There have been quite a few screen adaptations of ‘The Jungle Book,’ which was originally a 19th-century text by Rudyard Kipling, an Englishman in India. The film leaves the darkest themes of the writing along with all of the Raj politics to concentrate on Mowgli (voiced by Bruce Reitherman), who is raised by wolves in the Indian forest. When Mowgli is 10, the wolves decide he must be brought back to human civilization for the sake of their safety and his own, for the dreaded tiger Shere Khan has returned and will surely kill the boy. Mowgli, however, wants to stay in the jungle. The film chronicles his adventures as he befriends various talking, singing denizens of the wild and ultimately confronts his adversary.

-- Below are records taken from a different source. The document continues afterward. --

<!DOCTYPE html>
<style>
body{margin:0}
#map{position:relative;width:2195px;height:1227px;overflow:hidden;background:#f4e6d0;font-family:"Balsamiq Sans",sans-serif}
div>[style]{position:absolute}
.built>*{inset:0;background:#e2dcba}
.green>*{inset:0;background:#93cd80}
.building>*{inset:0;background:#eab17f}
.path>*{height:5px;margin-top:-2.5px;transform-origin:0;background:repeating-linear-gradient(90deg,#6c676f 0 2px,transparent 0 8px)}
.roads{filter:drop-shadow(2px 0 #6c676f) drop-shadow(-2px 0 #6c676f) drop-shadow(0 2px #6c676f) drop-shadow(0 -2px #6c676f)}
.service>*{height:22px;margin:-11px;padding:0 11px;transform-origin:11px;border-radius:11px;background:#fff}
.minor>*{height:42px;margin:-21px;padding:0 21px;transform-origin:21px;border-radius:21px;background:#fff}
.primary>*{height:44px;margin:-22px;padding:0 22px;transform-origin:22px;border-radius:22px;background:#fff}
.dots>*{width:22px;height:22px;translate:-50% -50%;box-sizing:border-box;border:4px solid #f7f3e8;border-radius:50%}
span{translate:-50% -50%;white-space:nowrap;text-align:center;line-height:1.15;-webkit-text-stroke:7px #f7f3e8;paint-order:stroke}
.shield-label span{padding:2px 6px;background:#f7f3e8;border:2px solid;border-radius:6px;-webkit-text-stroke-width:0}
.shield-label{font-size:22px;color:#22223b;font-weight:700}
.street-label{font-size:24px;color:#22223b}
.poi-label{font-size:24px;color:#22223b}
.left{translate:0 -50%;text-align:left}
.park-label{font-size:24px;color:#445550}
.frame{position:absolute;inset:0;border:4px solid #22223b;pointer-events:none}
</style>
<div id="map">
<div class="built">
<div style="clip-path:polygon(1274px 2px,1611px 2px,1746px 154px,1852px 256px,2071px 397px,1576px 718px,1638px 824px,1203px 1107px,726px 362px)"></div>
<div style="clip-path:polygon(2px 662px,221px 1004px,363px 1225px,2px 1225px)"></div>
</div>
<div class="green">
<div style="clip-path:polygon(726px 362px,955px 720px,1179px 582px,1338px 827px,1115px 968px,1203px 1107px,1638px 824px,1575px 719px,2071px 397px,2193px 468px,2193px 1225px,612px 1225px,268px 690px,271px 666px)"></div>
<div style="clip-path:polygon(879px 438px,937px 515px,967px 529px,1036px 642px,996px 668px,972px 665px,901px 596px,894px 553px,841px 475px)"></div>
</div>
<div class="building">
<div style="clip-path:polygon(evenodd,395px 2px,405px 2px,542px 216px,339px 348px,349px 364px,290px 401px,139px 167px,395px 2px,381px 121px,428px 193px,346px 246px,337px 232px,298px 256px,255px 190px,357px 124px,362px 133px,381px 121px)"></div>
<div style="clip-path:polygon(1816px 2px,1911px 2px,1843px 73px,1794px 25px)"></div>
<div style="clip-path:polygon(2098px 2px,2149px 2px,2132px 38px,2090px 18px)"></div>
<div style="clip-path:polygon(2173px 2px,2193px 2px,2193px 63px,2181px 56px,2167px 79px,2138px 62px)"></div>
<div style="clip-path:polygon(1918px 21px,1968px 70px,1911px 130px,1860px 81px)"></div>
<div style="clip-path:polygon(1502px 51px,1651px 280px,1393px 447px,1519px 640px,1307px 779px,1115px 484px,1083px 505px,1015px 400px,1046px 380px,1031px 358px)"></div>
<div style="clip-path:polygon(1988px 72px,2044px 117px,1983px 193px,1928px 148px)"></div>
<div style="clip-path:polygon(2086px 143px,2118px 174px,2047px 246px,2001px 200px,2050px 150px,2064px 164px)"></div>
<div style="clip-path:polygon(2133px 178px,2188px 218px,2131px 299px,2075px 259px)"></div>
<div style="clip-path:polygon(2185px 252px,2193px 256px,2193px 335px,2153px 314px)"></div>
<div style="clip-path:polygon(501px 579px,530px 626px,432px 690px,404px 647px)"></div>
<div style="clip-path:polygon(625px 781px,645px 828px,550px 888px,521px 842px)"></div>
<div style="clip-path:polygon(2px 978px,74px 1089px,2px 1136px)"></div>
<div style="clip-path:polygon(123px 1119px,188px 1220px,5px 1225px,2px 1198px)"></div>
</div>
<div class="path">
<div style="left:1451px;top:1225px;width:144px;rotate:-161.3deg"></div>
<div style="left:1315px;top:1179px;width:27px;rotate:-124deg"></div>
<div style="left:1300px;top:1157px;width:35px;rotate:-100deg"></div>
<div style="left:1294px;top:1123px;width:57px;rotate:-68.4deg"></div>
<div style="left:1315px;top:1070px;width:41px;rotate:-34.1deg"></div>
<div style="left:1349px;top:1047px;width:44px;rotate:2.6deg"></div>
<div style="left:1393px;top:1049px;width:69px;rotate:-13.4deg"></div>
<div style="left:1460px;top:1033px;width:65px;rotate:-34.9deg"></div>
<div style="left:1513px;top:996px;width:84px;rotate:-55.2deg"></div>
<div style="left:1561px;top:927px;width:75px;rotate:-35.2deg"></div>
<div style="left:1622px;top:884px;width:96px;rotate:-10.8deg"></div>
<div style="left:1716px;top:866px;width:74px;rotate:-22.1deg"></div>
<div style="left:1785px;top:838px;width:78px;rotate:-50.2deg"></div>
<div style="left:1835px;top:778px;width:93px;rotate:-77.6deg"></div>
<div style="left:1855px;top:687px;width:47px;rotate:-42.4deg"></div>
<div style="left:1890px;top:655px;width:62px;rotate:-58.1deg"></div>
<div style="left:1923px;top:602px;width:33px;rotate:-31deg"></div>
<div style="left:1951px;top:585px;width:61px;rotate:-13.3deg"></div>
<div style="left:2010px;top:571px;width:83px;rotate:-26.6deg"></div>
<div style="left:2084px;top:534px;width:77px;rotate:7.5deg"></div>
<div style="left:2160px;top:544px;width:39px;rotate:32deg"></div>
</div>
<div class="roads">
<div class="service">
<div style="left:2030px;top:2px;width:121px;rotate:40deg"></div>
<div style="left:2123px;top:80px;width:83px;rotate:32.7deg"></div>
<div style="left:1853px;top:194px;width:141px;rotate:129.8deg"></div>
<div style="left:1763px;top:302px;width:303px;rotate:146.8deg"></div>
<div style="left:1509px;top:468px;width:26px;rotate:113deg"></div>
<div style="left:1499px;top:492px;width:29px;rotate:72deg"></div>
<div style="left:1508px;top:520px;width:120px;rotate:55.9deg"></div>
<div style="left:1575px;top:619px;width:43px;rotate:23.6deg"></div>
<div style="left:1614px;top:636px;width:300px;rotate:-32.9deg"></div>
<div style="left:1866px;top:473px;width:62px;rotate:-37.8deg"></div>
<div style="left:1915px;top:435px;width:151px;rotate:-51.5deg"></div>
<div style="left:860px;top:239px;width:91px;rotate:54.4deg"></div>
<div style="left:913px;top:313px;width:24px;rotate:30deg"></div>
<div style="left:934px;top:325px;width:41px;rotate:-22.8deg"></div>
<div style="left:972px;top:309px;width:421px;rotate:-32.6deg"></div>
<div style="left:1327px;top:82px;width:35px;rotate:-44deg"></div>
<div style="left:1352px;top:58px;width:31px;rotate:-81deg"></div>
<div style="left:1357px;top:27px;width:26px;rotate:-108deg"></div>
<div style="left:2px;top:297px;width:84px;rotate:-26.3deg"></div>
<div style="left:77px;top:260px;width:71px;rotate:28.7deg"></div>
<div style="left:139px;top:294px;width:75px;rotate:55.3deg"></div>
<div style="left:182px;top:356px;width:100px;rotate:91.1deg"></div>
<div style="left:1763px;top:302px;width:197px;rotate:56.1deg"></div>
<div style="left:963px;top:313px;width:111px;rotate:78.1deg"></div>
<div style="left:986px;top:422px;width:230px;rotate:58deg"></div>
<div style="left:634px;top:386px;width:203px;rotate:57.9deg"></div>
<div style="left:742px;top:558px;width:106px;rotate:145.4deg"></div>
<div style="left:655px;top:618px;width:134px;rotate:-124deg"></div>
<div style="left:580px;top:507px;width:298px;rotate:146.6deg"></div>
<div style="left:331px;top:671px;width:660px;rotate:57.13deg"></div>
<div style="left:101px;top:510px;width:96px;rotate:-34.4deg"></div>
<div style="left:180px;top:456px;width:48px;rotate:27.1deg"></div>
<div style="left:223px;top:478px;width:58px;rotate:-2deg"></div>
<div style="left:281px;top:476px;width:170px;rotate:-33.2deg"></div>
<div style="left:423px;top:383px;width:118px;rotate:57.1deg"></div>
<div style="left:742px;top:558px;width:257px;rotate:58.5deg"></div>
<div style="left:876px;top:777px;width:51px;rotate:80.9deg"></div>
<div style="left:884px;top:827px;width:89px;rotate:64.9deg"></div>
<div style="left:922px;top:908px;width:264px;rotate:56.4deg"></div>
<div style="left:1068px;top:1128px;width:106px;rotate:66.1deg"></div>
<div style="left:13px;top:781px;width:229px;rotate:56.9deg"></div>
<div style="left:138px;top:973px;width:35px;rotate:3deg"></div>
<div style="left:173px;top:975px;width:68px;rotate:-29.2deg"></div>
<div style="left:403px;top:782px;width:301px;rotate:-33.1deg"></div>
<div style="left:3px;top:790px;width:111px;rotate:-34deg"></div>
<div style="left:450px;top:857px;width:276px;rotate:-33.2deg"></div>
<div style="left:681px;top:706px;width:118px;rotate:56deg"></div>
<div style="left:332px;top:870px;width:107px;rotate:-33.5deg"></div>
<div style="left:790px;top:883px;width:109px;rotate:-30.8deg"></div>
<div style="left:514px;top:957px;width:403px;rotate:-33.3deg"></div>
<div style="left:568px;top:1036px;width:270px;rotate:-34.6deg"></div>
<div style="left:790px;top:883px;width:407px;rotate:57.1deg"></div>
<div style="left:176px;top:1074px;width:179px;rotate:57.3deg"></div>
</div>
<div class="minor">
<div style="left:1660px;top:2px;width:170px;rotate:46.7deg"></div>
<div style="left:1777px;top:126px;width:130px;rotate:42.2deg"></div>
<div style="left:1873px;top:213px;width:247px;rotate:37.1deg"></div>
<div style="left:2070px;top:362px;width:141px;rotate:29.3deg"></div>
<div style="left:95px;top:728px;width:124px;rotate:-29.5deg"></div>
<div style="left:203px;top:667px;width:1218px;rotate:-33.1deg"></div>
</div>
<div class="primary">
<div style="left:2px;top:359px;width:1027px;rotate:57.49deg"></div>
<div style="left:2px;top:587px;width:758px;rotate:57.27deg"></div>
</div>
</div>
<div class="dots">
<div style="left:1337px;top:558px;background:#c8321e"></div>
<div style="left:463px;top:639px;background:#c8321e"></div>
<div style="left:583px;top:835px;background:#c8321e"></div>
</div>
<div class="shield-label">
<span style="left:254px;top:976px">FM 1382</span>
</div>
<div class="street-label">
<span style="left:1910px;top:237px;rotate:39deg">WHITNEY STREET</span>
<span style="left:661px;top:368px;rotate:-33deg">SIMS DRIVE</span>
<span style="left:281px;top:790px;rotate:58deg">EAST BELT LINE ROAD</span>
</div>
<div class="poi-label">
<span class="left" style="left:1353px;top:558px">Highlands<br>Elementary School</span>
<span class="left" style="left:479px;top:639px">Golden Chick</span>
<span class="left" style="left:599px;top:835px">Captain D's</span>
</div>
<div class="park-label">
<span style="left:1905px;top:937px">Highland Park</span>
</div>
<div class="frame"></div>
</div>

‘The Jungle Book’ was made back in the days when backgrounds didn’t move, but this is pretty well compensated for by the incredible character animation. You can practically hear the artists purring with triumph at the marvelously realistic yet somehow prim movements of Bagheera the black panther, or Baloo’s ecstatic, bearish back-rubbing antics. The characters are a wonderful combination of beautifully observed, lifelike animals and particular human traits, played enthusiastically by a cast that’s on the mark all the way through. Colors are brightly reproduced, though director Wolfgang Reitherman subtly and sensibly has the hues muted much of the time, as the characters are passing through underbrush and thus are technically in shadow.
Musically, ‘The Jungle Book’ runs toward Dixieland jazz in "Bare Necessities," with a bit of hotter tempo in Chapter 12’s "I Wanna Be Like You," plus a barbershop quartet effect in Chapter 19’s "That’s What Friends Are For." The sound reproduction on the DVD is good, with an unexpected warm quality of LP vinyl, minus any scratchiness. Harris’ mellow crooning on "Bare Necessities" is reproduced in a manner that lives up to childhood memories of the tune and Louis Prima’s rendition of "I Wanna Be Like You" sounds perfectly snazzy.
‘The Jungle Book’ will seem a bit quaint narratively as well as technically compared to today’s animated features. Certainly it lacks the mythological complexity of, say, ‘The Lion King.’ However, its sunny outlook, cheerful characters and lack of real violence (even Shere Khan lives, despite his baleful outlook) make it ideal for very small children - and also for grown-ups in need of a little stress relief and a smile.